19. Restrictive Covenant. You acknowledge and recognize the highly competitive
nature of the businesses of the Company and its subsidiaries and affiliates and
accordingly agrees as follows:
     (a) Except as specifically provided in Section 13, during your employment
with the Company and for a period of one (1) year from the date of termination
of your employment for any reason (the “Restriction Period”), you shall not
directly or indirectly, either as principal, agent, employee, consultant,
partner, officer, director, shareholder, or in any other individual or
representative capacity, own, manage, finance, operate, control or otherwise
engage or participate in any manner or fashion in, any hotel or casino in
(i) Clark County, Nevada (including, without limitation, the City of Las Vegas),
(ii) the Macau Special Administrative Region of The People’s Republic of China,
(iii) Bethlehem, Pennsylvania or (iv) any other location in which the Company or
any of its affiliates is doing business or has made substantial plans to
commence doing business, in each case at the time of your termination.
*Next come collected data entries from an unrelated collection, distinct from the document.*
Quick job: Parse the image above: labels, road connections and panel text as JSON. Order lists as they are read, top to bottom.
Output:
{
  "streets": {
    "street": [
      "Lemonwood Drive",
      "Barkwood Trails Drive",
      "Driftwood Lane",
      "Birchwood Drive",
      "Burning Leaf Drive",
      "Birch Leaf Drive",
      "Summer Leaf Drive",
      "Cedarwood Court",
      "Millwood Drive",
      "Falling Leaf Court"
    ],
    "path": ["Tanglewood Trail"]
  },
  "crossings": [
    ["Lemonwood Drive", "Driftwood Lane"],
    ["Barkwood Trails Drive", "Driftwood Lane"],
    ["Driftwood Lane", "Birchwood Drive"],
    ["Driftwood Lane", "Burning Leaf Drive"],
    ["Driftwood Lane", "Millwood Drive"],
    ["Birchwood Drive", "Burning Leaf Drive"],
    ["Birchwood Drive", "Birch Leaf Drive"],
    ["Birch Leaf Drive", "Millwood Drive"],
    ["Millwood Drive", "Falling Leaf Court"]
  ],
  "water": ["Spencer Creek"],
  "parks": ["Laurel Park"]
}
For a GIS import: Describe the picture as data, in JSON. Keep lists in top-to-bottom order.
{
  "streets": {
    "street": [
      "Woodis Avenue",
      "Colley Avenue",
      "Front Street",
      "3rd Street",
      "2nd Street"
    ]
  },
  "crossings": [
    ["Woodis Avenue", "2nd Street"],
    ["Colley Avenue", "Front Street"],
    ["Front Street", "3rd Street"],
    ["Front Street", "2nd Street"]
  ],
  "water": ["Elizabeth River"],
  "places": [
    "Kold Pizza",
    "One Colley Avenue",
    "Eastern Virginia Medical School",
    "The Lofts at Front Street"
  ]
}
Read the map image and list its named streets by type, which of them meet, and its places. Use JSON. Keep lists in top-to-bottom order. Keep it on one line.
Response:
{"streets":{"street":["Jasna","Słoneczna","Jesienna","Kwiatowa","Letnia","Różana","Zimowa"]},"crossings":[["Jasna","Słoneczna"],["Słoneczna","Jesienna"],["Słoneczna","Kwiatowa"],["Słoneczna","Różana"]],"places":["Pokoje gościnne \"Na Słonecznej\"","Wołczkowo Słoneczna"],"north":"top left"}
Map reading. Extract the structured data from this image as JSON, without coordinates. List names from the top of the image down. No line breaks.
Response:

For the
avoidance of doubt, and as discussed between the Chair of the Compensation
Committee of the Board and you prior to the date hereof, the foregoing is not
intended to prevent you from providing consulting services to investment banks
or other financial firms doing business with entities in the hotel, casino,
retail or hospitality industries during the Restriction Period; provided that
you may not provide consulting services to investment banks or other financial
firms on matters relating to hotels or casinos doing business in the locations
specified in clauses (i) — (iv) in the prior sentence.
     (b) In addition to, and not in limitation of, the provisions of
Section 19(a), you agree, for the benefit of the Company and its affiliates,
that during the Restriction Period, you shall not, directly or indirectly,
either as principal, agent, employee, consultant, partner, officer, director,
shareholder, or in any other individual or representative capacity, on your
behalf or any other person or entity other than the Company or its affiliates
(i) solicit or induce, or attempt to solicit or induce, directly or indirectly,
any person who is, or during the six months prior to the termination of your
employment with the Company was, an employee or agent of, or consultant to, the
Company or any of its affiliates to terminate its, his or her relationship
therewith, or (ii) hire or engage any person who is, or during the six months
prior to the termination of your employment with the Company was, an employee,
agent of or consultant to the Company or any of its affiliates.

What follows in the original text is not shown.